Ainsi, en droit du travail, la résiliation consiste à mettre un terme au contrat (Cass. soc. 17 mars 1998, n° 96-41884). En droit commun, le législateur utilise le terme résolution, mais continue de faire la distinction entre résolution et résiliation, notamment à l’article 1229 alinéa 3 du c. civil pour sanctionner une inexécution contractuelle. C’est sur le fondement de l’ancien article 1184 du c. civil que s’appuie la jurisprudence pour la résiliation judiciaire.

ATTENTION : en matière de CDD, l’article L1243-1 c. du travail prévoit les cas de rupture du contrat. La résiliation judiciaire peut intervenir avant le terme du contrat à condition que le salarié ait exprimé une volonté claire et sans équivoque de rompre le contrat de travail pour manquement de l’employeur à ses obligations (Cour de cass. Ch. Soc., 3 juin 2020, pourvoi n°18-13.628, publié au bulletin). Il doit s’agir d’une faute grave ou d’une force majeure.

Quelle différence entre la prise d’acte et la résiliation judiciaire ?

Les effets d’une résiliation judiciaire sont moins risqués pour le salarié. Puisque, dans une prise d’acte, le résultat peut aboutir à un licenciement injustifié si la demande de l’employé est reçue positivement par les Juges, à défaut, il s’agit d’une démission avec les conséquences associées.

À contrario, dans la résiliation judiciaire, si les Juges prud’homaux font droit à sa demande, le licenciement est donc sans cause réelle et sérieuse. À défaut, le contrat de travail est maintenu comme si « de rien n’était ». Il ne perçoit néanmoins aucune indemnité.

Qui peut engager une telle demande en justice ?

Le contrat de travail étant conclu intuiti personae, autrement dit en considération de la personne, il revient au salarié d’en faire la demande. Toutefois, il existe un cas où l’employeur peut être à l’initiative d’une résiliation judiciaire, c’est pour le contrat d’apprentissage, si l’apprenti commet une faute grave durant les 45 premiers jours suivant la signature du contrat.

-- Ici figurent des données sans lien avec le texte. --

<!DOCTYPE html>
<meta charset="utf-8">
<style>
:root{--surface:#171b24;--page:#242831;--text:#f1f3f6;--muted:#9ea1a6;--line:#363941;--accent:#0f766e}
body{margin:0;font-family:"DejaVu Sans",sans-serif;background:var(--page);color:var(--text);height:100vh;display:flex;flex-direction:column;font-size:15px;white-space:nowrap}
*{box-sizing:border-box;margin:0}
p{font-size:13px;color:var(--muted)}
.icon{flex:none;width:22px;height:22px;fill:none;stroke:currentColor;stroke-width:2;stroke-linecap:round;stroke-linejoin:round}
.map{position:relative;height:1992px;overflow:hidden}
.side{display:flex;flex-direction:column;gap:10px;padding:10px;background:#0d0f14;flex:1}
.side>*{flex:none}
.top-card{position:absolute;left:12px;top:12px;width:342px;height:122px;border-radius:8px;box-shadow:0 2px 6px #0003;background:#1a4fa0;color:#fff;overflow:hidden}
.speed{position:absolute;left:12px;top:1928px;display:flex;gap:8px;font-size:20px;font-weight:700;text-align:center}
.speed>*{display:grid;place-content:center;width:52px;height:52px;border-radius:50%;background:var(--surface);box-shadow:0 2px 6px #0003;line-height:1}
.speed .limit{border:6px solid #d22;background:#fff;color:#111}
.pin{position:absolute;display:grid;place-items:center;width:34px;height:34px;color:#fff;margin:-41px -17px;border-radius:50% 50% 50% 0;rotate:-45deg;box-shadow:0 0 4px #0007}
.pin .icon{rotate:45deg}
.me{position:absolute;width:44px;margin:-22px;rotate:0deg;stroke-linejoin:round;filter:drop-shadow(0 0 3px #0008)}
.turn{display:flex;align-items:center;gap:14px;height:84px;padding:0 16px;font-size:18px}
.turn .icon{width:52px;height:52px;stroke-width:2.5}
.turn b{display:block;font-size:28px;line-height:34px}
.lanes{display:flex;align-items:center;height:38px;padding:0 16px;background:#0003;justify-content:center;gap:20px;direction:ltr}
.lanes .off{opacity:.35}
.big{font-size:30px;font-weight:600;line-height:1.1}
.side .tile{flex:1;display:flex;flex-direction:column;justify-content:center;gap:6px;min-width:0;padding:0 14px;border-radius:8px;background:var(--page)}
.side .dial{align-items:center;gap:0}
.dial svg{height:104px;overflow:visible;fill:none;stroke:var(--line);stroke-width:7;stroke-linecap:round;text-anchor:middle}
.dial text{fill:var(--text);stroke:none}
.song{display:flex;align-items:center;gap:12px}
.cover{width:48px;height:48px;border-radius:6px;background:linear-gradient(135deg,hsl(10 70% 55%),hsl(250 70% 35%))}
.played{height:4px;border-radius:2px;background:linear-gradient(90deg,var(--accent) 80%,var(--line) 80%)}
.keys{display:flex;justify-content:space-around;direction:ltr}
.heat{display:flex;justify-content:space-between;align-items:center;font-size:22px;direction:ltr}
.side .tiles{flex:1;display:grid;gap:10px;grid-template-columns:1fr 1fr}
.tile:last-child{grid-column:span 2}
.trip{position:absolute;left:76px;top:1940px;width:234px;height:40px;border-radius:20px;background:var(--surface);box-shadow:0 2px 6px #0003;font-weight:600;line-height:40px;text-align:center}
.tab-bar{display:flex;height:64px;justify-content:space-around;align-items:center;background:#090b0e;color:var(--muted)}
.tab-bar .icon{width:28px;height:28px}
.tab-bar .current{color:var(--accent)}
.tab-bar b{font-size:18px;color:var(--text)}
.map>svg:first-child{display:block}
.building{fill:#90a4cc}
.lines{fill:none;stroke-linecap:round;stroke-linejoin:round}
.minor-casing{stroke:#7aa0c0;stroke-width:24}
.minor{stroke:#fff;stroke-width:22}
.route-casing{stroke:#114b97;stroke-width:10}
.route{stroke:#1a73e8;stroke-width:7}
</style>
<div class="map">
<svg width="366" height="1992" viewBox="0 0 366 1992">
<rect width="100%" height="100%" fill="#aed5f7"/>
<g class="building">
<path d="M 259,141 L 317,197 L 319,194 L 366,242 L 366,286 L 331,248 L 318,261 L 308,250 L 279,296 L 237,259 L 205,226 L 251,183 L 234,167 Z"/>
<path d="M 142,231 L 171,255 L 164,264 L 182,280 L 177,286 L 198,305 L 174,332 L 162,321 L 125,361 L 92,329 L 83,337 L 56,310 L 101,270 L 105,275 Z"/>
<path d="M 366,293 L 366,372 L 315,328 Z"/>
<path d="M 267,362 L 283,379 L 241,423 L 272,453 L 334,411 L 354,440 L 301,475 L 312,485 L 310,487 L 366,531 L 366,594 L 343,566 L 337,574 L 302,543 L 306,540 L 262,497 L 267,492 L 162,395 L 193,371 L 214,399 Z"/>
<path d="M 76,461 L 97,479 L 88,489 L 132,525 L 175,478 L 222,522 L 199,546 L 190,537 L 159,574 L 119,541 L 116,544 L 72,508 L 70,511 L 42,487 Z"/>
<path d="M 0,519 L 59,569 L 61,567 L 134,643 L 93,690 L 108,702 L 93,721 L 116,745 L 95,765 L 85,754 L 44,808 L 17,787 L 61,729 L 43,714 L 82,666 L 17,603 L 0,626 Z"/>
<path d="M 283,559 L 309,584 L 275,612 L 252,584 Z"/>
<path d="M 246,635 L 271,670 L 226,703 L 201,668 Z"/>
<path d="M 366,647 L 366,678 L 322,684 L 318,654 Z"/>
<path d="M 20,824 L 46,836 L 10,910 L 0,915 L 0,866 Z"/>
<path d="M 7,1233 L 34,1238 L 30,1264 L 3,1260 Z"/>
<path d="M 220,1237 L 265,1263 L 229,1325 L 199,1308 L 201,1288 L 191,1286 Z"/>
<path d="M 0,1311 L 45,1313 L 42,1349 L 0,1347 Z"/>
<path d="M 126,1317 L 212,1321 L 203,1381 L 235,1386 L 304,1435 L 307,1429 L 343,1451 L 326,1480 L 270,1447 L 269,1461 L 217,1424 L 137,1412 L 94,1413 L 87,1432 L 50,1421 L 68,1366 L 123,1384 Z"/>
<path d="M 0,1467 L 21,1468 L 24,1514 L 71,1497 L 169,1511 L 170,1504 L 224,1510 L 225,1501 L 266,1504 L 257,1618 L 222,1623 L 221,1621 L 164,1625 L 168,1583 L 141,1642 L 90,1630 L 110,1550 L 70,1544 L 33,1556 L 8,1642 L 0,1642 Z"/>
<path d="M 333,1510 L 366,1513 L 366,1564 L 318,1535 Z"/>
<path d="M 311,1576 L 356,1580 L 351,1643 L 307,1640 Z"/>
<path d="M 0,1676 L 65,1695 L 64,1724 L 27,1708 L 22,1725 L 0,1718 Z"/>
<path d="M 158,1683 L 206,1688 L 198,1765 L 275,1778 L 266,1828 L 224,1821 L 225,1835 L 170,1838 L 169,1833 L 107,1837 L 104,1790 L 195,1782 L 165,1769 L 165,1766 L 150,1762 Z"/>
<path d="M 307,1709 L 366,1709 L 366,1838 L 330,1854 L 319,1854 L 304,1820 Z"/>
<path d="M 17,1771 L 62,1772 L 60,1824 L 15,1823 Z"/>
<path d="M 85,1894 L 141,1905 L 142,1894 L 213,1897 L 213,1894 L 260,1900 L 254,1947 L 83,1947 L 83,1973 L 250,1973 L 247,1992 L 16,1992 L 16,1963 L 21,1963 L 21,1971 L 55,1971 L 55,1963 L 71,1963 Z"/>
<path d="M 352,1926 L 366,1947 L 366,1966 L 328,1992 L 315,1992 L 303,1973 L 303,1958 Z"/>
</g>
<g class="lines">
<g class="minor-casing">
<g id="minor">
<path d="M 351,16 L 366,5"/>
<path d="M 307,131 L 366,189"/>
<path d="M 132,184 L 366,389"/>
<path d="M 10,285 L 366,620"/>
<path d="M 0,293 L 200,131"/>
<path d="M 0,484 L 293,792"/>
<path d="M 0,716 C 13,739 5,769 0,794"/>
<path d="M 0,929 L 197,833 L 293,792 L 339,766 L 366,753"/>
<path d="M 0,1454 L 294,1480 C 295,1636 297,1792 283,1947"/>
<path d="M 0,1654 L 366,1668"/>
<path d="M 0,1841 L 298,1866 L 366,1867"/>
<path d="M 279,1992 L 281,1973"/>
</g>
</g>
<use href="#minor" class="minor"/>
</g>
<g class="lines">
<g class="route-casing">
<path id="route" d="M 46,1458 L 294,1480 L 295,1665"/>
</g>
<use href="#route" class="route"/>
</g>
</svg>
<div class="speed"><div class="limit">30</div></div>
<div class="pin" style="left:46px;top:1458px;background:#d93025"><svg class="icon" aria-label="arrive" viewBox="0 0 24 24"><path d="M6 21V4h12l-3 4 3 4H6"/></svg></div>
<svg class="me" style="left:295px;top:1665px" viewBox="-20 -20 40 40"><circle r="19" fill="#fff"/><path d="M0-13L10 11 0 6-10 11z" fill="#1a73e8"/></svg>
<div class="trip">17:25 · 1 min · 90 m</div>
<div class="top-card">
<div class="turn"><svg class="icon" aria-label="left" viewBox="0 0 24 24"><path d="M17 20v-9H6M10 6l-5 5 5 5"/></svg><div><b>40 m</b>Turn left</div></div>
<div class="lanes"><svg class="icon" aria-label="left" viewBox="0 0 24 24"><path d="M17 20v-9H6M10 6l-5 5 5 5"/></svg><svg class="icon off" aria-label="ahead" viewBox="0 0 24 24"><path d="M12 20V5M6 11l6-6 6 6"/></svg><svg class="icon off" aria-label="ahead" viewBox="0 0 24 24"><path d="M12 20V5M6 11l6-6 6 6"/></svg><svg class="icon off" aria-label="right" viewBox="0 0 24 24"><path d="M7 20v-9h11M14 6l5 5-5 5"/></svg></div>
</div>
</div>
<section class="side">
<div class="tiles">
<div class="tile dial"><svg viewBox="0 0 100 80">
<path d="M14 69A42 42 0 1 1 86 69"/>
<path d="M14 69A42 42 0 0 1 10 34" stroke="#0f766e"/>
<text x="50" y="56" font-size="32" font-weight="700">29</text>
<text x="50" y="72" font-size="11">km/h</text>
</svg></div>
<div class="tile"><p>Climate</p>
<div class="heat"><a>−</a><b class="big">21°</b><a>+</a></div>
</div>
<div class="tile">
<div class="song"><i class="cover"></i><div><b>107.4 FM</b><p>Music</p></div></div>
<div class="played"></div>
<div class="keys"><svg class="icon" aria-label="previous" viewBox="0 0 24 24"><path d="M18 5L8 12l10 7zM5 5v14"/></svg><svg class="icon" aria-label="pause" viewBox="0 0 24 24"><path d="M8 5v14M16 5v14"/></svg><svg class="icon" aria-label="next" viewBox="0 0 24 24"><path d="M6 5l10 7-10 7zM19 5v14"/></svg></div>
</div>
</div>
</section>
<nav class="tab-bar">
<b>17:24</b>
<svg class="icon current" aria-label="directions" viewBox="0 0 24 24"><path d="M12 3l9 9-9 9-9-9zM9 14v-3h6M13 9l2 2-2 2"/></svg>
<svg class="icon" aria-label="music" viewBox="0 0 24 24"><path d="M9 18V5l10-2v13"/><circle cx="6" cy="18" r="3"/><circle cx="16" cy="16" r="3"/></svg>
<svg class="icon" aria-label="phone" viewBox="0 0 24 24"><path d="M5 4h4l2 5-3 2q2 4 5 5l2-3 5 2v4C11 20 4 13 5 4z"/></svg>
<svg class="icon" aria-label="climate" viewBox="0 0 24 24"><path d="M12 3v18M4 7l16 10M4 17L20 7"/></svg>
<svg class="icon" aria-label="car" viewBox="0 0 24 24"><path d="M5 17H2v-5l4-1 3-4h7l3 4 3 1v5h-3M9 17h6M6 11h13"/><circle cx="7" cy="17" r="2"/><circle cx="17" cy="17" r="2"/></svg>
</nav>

Quels manquements de l’employeur peuvent conduire à la résiliation judiciaire du contrat de travail du salarié ?

Les cas de manquements :

  • Impayés de salaire, ainsi que de ses heures supplémentaires ;
  • Il subit une discrimination au travail ; des faits de harcèlement au travail
  • Manquements aux règles d’hygiène et de sécurité par l’employeur ;
  • Il fait face à des propos dénigrants, cela porte atteinte à son image, sa réputation dans l’entreprise (autorité, fonctions…) ;
  • La modification unilatérale du contrat de travail par l’employeur par exemple sur la nature des tâches confiées, sans accord préalable du salarié (Cour de cassation, civile, Chambre sociale, 20 mai 2009, 08-41.178, Inédit) ;
  • Suppression des éléments indispensables à l’exercice de son travail (véhicule pour se déplacer… ).

Comment le salarié peut-il prouver les manquements contractuels de sa hiérarchie ?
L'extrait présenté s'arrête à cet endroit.